Tiger Woods won twice in his first seven PGA Tour events after turning pro in 1996 at age 20 and was named Sports Illustrated Sportsman of the Year. Woods predicted greatness for Tiger on and off the course, telling the magazine that his son ``will do more than any other man in history to change the course of humanity.''

"He's the bridge between the East and the West," the father said. "There is no limit because he has the guidance. I don't know yet exactly what form this will take. But he is the Chosen One. He'll have the power to impact nations. Not people. Nations. The world is just getting a taste of his power."

Earl Woods was born March 5, 1932, in Manhattan, Kan., the youngest of six children. His parents died by the time he was 13.

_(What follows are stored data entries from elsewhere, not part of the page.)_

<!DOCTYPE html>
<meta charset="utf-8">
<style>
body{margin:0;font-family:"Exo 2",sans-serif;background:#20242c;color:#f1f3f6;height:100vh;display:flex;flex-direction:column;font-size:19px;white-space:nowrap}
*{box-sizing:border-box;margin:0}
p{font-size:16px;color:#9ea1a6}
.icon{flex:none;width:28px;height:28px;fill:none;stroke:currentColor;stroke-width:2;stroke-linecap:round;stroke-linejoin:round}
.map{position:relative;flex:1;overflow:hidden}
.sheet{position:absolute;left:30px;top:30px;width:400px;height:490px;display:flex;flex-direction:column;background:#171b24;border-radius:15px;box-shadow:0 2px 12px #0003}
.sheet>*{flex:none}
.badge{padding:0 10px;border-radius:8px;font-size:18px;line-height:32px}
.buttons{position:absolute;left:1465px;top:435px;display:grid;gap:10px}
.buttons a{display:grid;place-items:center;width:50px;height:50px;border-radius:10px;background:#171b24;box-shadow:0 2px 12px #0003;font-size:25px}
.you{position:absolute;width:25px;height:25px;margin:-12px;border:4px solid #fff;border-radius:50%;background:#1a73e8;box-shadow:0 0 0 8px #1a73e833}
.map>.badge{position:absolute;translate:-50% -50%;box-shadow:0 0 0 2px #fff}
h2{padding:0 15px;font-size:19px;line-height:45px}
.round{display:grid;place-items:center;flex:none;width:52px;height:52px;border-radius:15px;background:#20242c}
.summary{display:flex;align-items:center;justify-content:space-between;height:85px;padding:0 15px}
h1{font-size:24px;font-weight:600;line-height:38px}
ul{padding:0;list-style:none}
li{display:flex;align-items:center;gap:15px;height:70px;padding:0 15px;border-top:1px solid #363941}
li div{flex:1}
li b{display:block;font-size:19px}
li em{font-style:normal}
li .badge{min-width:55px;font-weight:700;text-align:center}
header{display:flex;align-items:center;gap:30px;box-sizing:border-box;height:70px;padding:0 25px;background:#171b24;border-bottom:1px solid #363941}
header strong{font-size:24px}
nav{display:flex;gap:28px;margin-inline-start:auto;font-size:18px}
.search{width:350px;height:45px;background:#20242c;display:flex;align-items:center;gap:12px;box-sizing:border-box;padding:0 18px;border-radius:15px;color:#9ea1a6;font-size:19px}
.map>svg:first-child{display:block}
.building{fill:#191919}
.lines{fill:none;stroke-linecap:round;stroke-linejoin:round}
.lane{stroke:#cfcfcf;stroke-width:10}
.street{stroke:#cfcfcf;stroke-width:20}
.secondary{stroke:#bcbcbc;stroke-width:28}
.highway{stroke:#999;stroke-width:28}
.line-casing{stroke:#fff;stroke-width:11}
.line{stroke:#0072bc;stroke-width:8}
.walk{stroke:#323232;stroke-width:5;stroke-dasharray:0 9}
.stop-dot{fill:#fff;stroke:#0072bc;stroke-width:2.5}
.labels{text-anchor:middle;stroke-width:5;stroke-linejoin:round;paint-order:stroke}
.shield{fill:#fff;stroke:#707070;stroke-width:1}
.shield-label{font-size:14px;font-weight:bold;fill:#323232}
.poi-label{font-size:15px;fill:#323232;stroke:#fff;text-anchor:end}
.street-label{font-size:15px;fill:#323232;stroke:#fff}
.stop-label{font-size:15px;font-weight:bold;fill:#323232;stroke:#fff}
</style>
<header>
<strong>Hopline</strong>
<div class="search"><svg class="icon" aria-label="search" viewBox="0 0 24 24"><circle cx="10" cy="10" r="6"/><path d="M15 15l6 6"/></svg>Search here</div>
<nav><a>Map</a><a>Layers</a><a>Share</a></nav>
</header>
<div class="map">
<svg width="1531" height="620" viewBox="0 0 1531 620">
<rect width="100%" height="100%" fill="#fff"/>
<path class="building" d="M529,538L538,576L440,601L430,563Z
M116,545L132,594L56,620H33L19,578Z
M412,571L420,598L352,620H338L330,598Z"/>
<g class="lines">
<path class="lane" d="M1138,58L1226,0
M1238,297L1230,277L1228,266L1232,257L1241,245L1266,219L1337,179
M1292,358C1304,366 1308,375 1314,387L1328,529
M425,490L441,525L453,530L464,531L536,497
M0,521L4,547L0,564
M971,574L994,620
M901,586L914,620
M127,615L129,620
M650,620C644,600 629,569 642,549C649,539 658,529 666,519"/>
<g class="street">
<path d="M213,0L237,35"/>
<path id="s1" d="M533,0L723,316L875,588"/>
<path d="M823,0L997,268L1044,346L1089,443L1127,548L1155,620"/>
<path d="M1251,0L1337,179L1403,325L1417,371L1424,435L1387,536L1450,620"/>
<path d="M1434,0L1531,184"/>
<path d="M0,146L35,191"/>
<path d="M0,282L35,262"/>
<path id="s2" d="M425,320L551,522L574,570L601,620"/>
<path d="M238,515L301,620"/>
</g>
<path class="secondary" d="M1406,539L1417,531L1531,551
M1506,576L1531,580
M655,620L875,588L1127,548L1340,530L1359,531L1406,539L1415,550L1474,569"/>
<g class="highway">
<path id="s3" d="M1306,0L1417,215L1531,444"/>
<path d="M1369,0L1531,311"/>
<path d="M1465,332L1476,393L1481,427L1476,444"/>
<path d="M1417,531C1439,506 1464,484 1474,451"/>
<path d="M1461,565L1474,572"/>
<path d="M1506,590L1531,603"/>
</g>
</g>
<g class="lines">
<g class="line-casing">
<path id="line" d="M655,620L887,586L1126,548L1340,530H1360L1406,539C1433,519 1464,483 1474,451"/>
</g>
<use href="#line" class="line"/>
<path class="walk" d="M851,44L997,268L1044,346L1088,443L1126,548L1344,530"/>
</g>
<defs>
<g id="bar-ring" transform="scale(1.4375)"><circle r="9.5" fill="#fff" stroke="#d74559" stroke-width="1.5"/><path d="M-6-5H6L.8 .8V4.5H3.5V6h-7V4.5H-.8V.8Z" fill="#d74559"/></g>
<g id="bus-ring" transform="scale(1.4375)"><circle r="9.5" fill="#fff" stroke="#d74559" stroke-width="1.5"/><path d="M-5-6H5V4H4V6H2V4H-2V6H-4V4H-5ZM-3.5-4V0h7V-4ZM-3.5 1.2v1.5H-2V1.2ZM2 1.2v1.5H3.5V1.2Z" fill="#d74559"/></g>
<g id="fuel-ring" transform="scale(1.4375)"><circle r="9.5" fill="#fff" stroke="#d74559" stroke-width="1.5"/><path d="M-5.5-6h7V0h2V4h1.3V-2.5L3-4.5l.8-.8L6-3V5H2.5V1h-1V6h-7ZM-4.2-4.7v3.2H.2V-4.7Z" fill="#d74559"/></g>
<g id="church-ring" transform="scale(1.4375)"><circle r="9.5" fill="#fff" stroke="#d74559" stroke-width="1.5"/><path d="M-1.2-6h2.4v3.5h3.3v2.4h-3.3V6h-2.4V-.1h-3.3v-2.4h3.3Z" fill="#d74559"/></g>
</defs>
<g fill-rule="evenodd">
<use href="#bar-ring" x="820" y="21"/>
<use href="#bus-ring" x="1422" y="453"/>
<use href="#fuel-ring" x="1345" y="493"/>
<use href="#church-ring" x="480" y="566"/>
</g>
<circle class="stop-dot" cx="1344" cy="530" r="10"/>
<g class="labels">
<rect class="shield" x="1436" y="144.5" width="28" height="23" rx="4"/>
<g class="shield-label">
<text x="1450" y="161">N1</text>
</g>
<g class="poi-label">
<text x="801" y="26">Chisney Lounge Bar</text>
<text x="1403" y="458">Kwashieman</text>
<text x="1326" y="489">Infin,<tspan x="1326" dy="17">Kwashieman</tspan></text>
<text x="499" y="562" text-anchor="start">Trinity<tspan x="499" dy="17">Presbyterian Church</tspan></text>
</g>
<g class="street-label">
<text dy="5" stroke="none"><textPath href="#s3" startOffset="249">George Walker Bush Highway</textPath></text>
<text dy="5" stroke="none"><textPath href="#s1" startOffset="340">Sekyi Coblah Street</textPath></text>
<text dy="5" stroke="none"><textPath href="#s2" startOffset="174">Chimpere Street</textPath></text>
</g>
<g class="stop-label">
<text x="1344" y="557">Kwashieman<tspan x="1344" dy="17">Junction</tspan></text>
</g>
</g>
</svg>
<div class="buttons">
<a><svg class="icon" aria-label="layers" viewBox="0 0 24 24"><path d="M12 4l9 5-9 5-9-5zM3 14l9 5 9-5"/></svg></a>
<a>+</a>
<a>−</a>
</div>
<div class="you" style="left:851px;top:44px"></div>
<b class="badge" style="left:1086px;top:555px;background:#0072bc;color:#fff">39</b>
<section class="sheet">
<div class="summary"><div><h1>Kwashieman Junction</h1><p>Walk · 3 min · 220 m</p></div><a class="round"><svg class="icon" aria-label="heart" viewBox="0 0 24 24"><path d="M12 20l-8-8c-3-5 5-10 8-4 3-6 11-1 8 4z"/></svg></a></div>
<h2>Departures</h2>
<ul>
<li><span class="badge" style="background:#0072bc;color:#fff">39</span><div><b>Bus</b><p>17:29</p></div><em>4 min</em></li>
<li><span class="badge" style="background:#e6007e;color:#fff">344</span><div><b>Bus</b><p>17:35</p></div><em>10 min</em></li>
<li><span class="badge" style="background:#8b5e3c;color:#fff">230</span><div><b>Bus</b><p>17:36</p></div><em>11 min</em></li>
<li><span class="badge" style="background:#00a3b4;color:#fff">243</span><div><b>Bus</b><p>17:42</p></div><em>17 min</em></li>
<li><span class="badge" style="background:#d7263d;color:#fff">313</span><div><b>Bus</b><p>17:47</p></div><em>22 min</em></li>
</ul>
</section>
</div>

His father wanted him to play for the Kansas City Monarchs in the Negro Leagues, and his mother stressed education. Woods wound up going to Kansas State, graduating in 1953 with a degree is sociology.

Woods did two tours during the Vietnam War as a member of the U.S. Army Special Forces, rising to the rank of lieutenant colonel. It was his second tour that shaped the latter part of his life.

He met Kultida Punsawad, who was working as a receptionist in Thailand, and married her in 1969. He fought alongside Lt. Col. Nguyen T. Phong of the South Vietnamese army, a friend he nicknamed "Tiger" because of his courage and bravery. Woods promised Tiger Phong that he would name a son after him.

Eldrick "Tiger" Woods was born Dec. 30, 1975.

Earl Woods moved to Cypress, Calif., to the house where he died, and set up a makeshift practice range in the garage with a mat and a net, placing his son in a high chair as he practiced.

The education went beyond swinging a club.

"I tried to break him down mentally, tried to intimidate him verbally, by saying, 'Water on the right, OB on the left,' just before his downswing," Woods once said in an AP interview. "He would look at me with the most evil look, but he wasn't permitted to say anything. That's the frustration. He couldn't say a word, but he always had an escape word. He never used it.

"One day I did all my tricks, and he looked at me and smiled," Woods said. "At the end of the round, I told him, 'Tiger, you've completed the training.' And I made him a promise. 'You'll never run into another person as mentally tough as you.' He hasn't. And he won't."